■ Task description ■
Because the pictures are not wanted, give back only the exact text of every entry below.

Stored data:
BEGIN

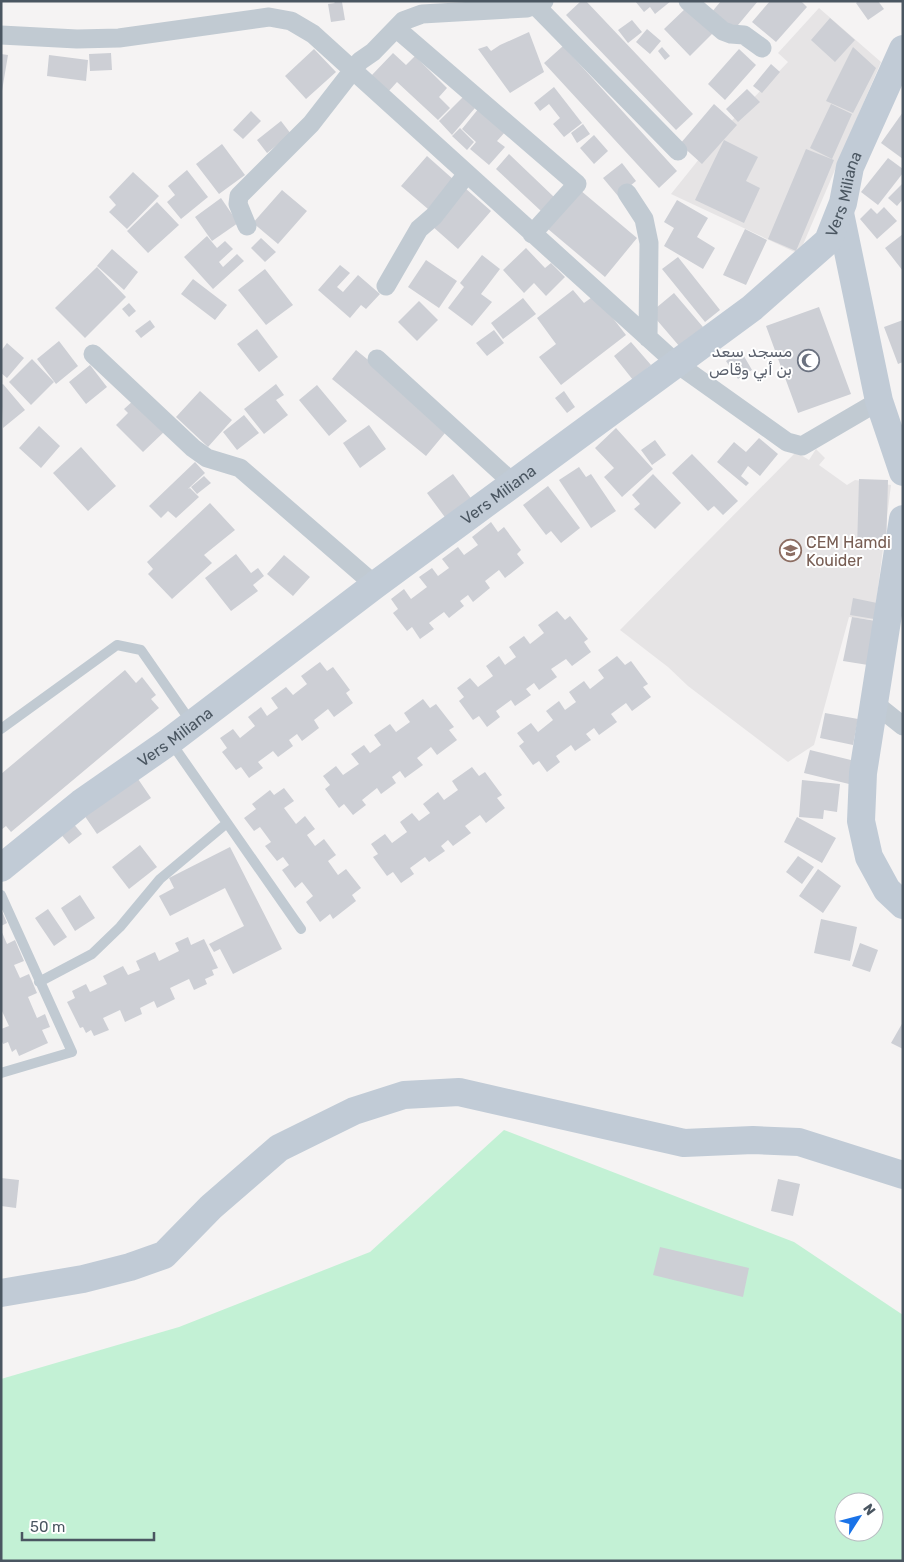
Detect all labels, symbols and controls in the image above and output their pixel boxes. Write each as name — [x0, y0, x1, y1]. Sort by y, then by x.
street label: Vers Miliana — [821, 148, 865, 239]
place label: مسجد سعد بن أبي وقاص — [709, 342, 792, 382]
mosque icon: مسجد سعد بن أبي وقاص — [796, 348, 820, 372]
street label: Vers Miliana — [457, 461, 539, 528]
place label: CEM Hamdi Kouider — [806, 533, 891, 570]
school or university icon: CEM Hamdi Kouider — [778, 539, 802, 563]
street label: Vers Miliana — [134, 703, 216, 770]
north arrow — [834, 1492, 884, 1542]
text: N — [859, 1501, 879, 1519]
scale bar — [22, 1510, 155, 1542]
text: 50 m — [30, 1518, 65, 1536]

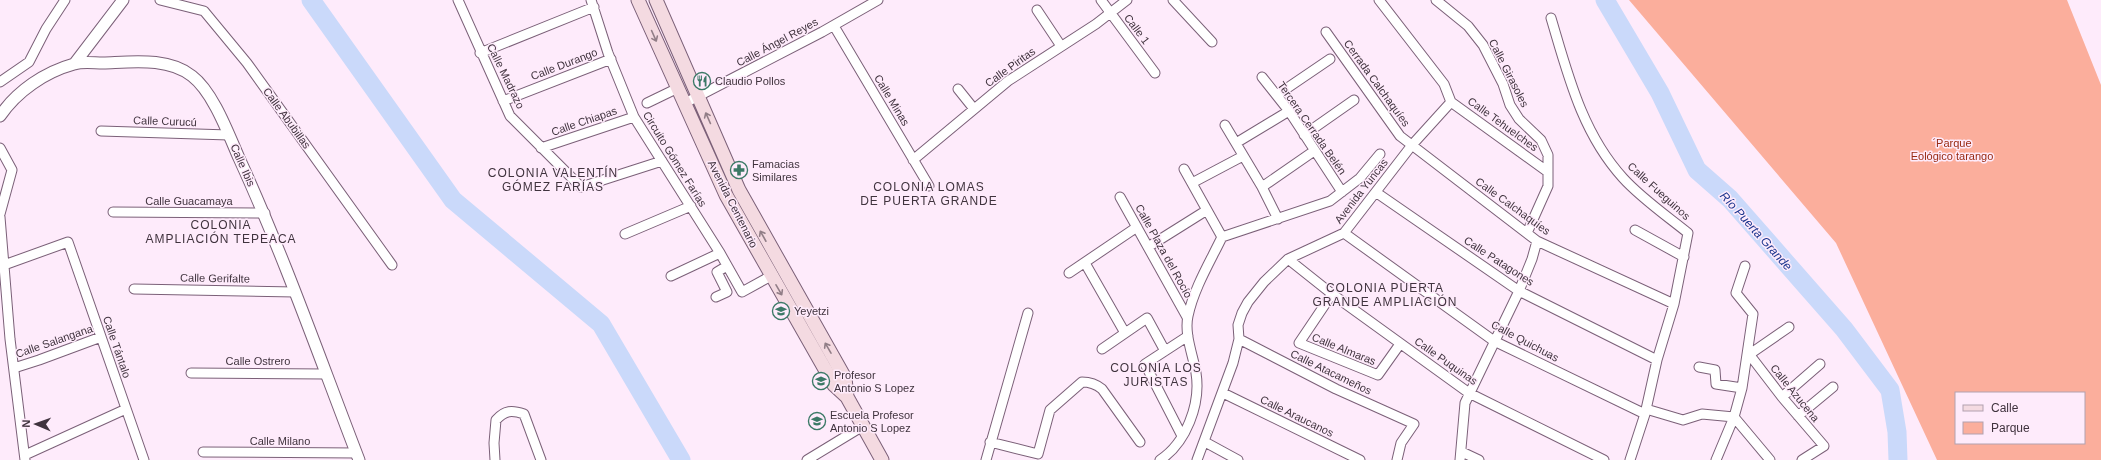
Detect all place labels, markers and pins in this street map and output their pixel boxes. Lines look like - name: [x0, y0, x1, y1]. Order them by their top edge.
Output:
- restaurant icon: Claudio Pollos: [692, 71, 712, 91]
- place label: Claudio Pollos: [715, 75, 786, 87]
- place label: Famacias Similares: [752, 158, 800, 183]
- pharmacy icon: Famacias Similares: [729, 160, 749, 180]
- school or university icon: Yeyetzi: [771, 301, 791, 321]
- place label: Yeyetzi: [794, 305, 829, 317]
- place label: Profesor Antonio S Lopez: [834, 369, 915, 394]
- school or university icon: Profesor Antonio S Lopez: [811, 371, 831, 391]
- place label: Escuela Profesor Antonio S Lopez: [830, 409, 914, 434]
- school or university icon: Escuela Profesor Antonio S Lopez: [807, 411, 827, 431]

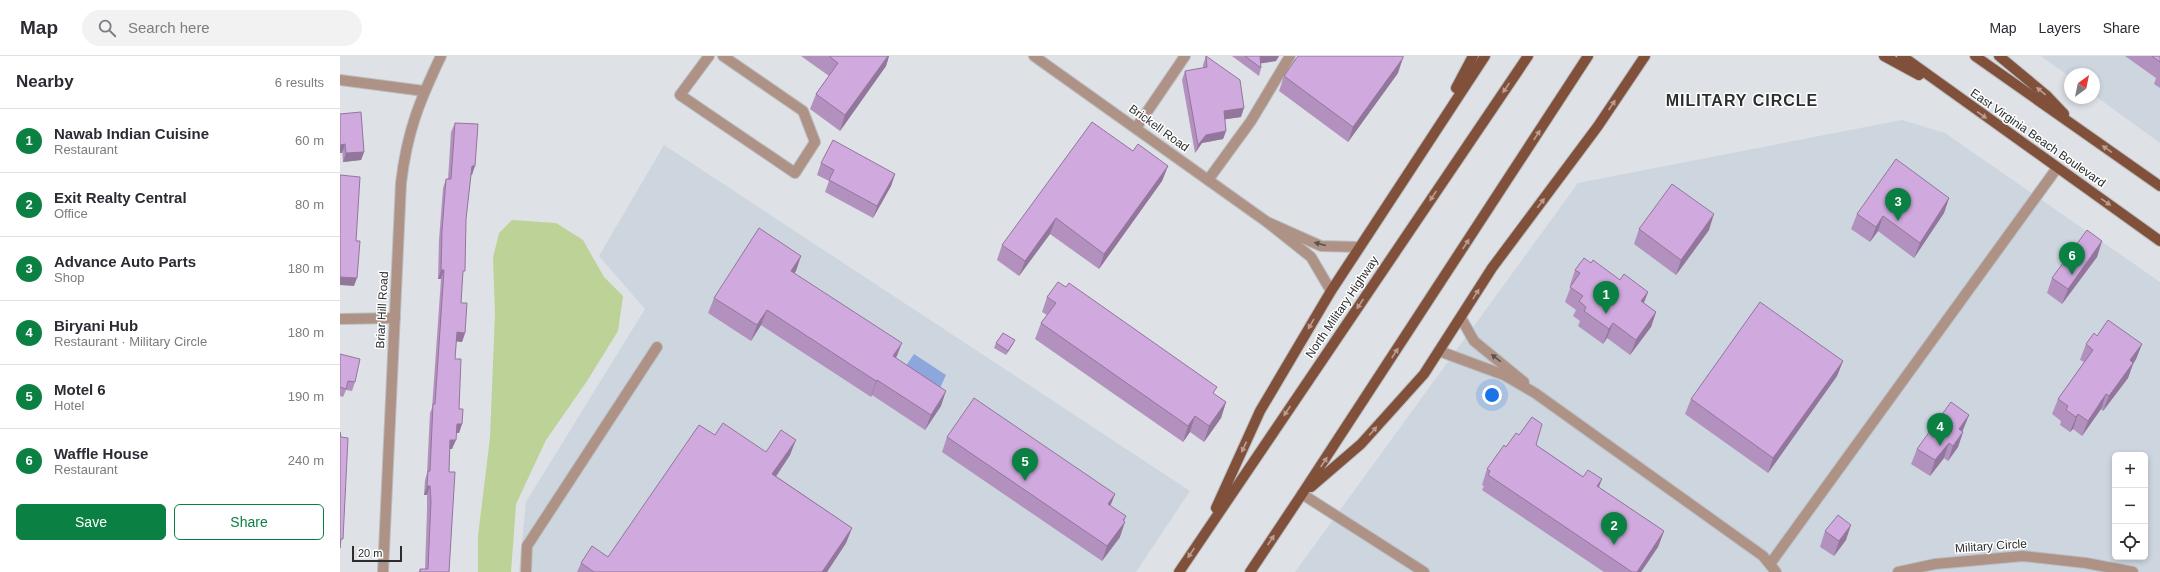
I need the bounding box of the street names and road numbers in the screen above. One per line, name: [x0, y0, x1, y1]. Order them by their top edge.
street label: East Virginia Beach Boulevard: [1968, 86, 2108, 190]
street label: Brickell Road: [1126, 102, 1192, 154]
street label: North Military Highway: [1303, 253, 1381, 361]
street label: Briar Hill Road: [373, 271, 391, 349]
street label: Military Circle: [1955, 536, 2028, 555]

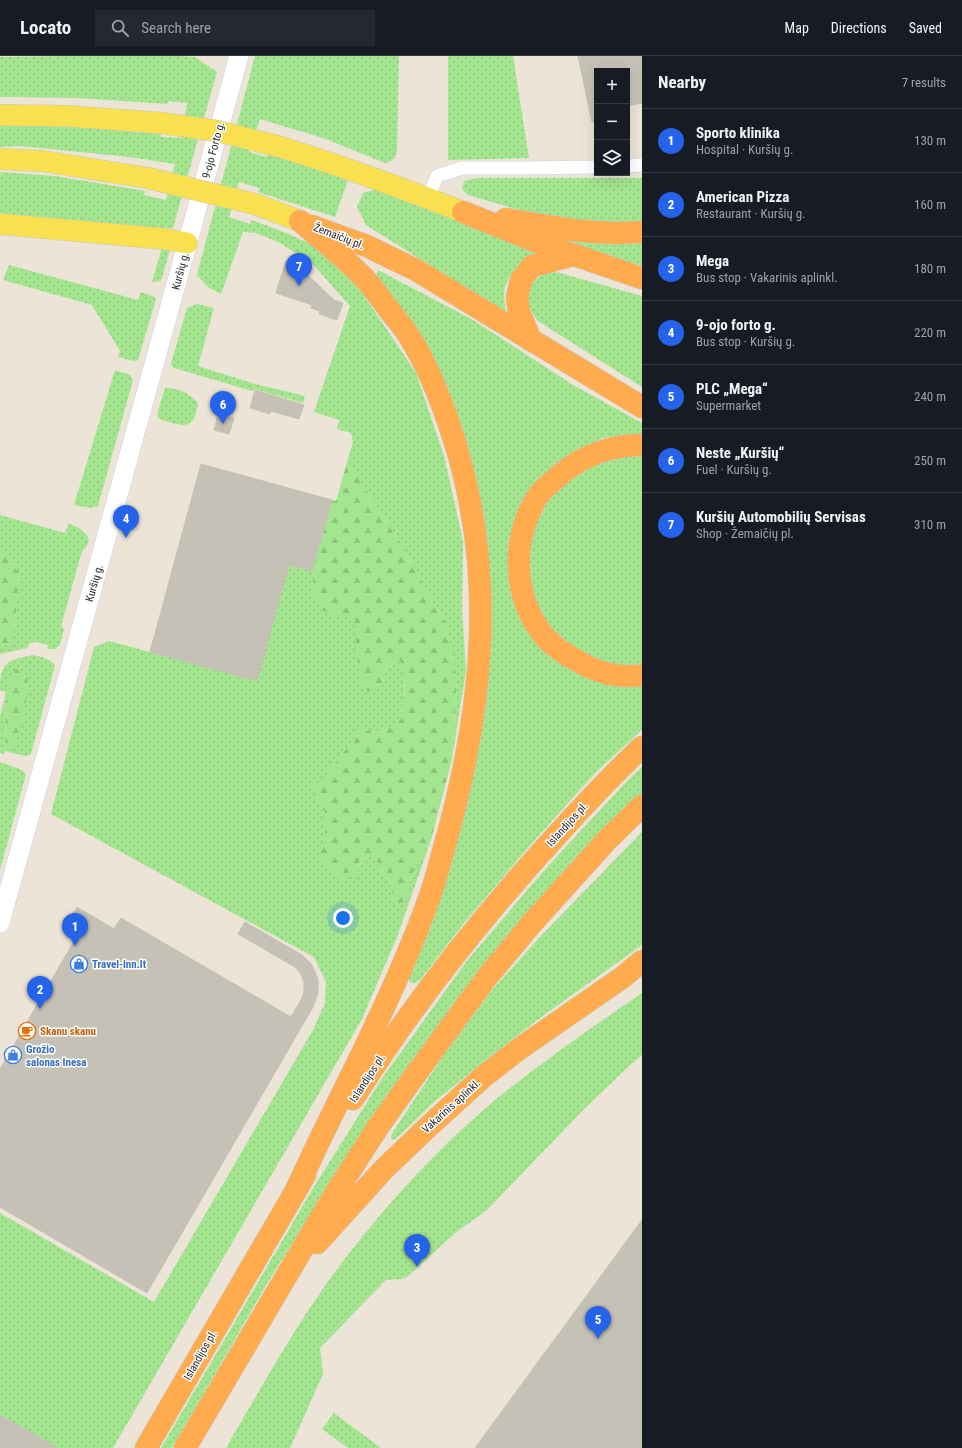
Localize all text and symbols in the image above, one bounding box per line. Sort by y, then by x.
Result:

END

■ Answer area ■
Detect all labels, symbols and controls in the image above and output their pixel boxes. Write each as name — [x0, y0, x1, y1]. Sort by y, then by x.
street label: Vers Miliana — [821, 148, 865, 239]
place label: مسجد سعد بن أبي وقاص — [709, 342, 792, 382]
mosque icon: مسجد سعد بن أبي وقاص — [796, 348, 820, 372]
street label: Vers Miliana — [457, 461, 539, 528]
place label: CEM Hamdi Kouider — [806, 533, 891, 570]
school or university icon: CEM Hamdi Kouider — [778, 539, 802, 563]
street label: Vers Miliana — [134, 703, 216, 770]
north arrow — [834, 1492, 884, 1542]
text: N — [859, 1501, 879, 1519]
scale bar — [22, 1510, 155, 1542]
text: 50 m — [30, 1518, 65, 1536]

Detect all place labels, markers and pins in this street map and output their pixel boxes. Lines look like - name: [x0, y0, x1, y1]. Order them by their top edge.
Output:
- restaurant icon: Claudio Pollos: [692, 71, 712, 91]
- place label: Claudio Pollos: [715, 75, 786, 87]
- place label: Famacias Similares: [752, 158, 800, 183]
- pharmacy icon: Famacias Similares: [729, 160, 749, 180]
- school or university icon: Yeyetzi: [771, 301, 791, 321]
- place label: Yeyetzi: [794, 305, 829, 317]
- place label: Profesor Antonio S Lopez: [834, 369, 915, 394]
- school or university icon: Profesor Antonio S Lopez: [811, 371, 831, 391]
- place label: Escuela Profesor Antonio S Lopez: [830, 409, 914, 434]
- school or university icon: Escuela Profesor Antonio S Lopez: [807, 411, 827, 431]

I need the bounding box of the street names and road numbers in the screen above. One per line, name: [x0, y0, x1, y1]. Order them by their top edge.
street label: East Virginia Beach Boulevard: [1968, 86, 2108, 190]
street label: Brickell Road: [1126, 102, 1192, 154]
street label: North Military Highway: [1303, 253, 1381, 361]
street label: Briar Hill Road: [373, 271, 391, 349]
street label: Military Circle: [1955, 536, 2028, 555]

Localize all text and symbols in the image above, one bounding box per line. Sort by y, then by x.
Result:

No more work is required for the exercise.